## About this task
Please give nothing except the number of lines in the records below that include the word "button".

[Data items]
════════

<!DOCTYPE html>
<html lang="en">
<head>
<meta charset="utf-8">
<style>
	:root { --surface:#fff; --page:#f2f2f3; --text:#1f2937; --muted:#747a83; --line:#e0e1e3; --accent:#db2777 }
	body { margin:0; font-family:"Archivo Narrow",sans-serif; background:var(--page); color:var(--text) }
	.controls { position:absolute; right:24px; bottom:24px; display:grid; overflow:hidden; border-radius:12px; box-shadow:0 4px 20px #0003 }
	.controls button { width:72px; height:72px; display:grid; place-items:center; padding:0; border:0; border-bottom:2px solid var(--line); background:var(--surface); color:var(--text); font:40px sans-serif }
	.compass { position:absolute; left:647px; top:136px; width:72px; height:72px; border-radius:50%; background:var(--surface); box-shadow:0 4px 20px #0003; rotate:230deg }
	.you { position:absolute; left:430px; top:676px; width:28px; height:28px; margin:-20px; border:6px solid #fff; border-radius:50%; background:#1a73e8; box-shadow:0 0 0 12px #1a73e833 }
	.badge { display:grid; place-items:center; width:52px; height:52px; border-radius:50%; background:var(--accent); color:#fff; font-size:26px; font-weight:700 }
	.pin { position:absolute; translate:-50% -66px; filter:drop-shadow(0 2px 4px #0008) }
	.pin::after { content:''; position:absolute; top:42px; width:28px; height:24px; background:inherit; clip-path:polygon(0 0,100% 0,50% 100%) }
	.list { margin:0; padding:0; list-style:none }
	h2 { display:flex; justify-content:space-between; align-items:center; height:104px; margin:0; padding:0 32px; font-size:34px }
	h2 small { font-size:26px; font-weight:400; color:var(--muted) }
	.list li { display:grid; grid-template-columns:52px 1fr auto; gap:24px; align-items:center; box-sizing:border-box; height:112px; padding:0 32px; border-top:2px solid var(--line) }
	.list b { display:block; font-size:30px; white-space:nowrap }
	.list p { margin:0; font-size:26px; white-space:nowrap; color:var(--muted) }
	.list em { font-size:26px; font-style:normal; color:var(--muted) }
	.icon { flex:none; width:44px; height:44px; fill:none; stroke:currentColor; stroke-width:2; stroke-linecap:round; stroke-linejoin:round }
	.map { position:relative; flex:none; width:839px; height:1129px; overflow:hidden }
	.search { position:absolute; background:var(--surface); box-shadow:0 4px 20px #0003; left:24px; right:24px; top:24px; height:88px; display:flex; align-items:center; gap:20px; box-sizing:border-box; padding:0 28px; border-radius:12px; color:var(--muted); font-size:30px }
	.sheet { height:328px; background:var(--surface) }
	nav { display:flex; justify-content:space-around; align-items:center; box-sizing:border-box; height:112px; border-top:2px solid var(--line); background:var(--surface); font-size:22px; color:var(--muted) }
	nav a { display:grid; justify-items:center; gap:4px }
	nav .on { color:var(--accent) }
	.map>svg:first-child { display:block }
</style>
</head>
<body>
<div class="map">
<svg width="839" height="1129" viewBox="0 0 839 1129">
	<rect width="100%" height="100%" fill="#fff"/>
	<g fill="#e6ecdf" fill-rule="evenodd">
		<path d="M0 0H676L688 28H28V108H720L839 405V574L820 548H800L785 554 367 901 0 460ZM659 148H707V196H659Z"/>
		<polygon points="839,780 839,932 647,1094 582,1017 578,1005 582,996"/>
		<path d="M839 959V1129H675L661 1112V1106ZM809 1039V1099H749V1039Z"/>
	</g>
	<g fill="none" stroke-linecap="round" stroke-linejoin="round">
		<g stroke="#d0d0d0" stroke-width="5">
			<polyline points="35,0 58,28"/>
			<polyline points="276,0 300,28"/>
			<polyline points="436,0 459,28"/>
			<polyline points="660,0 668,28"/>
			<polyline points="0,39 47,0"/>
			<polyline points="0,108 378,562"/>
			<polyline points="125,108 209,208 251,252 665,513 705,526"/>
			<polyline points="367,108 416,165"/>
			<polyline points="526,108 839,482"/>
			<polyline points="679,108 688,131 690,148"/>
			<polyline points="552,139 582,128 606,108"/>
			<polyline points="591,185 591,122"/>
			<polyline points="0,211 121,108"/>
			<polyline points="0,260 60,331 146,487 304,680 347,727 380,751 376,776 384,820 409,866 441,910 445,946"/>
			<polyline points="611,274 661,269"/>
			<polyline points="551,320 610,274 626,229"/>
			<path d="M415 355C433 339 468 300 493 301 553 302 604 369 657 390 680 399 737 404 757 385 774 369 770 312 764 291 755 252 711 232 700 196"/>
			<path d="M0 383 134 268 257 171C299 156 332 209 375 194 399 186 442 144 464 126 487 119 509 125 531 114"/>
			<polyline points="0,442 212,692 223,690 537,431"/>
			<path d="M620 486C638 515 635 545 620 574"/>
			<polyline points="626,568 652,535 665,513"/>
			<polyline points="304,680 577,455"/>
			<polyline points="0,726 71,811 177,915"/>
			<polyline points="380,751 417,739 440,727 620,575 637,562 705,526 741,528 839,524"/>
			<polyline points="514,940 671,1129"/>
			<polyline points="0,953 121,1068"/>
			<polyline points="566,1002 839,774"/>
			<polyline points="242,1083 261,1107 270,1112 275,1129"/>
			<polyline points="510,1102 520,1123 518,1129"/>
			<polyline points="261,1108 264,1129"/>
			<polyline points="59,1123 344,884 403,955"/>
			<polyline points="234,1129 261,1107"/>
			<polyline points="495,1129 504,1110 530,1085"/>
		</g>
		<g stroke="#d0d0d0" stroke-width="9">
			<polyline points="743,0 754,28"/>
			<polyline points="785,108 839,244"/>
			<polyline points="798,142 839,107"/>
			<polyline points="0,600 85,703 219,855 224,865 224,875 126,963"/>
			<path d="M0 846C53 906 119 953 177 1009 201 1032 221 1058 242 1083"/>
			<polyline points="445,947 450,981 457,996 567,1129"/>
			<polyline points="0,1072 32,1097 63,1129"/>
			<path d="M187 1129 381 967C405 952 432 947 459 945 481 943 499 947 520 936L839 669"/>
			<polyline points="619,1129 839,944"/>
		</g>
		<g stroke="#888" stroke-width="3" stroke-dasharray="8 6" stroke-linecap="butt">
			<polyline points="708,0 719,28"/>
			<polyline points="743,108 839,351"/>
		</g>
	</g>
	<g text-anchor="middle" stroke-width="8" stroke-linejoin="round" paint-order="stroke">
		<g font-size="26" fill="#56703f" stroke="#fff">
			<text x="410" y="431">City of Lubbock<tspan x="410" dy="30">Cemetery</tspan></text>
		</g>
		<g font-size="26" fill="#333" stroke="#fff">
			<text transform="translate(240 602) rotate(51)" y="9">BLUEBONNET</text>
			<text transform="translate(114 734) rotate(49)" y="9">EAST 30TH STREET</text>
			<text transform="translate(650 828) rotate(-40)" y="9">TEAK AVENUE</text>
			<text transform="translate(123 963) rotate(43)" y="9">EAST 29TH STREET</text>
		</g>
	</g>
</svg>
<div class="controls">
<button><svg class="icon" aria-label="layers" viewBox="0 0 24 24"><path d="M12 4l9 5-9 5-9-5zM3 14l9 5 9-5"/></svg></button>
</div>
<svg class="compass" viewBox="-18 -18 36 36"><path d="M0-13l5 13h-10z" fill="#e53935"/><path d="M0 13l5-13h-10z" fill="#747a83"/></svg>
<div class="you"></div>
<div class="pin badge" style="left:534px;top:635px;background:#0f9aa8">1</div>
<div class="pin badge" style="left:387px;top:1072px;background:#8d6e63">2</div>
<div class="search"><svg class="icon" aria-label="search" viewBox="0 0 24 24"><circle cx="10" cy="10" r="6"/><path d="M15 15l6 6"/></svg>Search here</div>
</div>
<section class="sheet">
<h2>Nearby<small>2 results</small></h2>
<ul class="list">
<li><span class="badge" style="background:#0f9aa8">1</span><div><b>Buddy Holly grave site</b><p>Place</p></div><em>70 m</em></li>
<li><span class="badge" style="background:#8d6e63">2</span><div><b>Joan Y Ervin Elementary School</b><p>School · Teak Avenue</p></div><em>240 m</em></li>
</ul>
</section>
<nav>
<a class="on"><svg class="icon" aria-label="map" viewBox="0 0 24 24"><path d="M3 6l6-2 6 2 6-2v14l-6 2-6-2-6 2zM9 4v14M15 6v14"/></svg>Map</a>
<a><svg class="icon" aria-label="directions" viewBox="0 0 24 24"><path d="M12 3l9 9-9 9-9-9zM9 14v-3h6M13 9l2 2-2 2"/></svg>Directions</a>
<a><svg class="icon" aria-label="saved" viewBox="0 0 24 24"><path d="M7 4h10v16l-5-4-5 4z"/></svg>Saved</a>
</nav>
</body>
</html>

════════

## Your response
2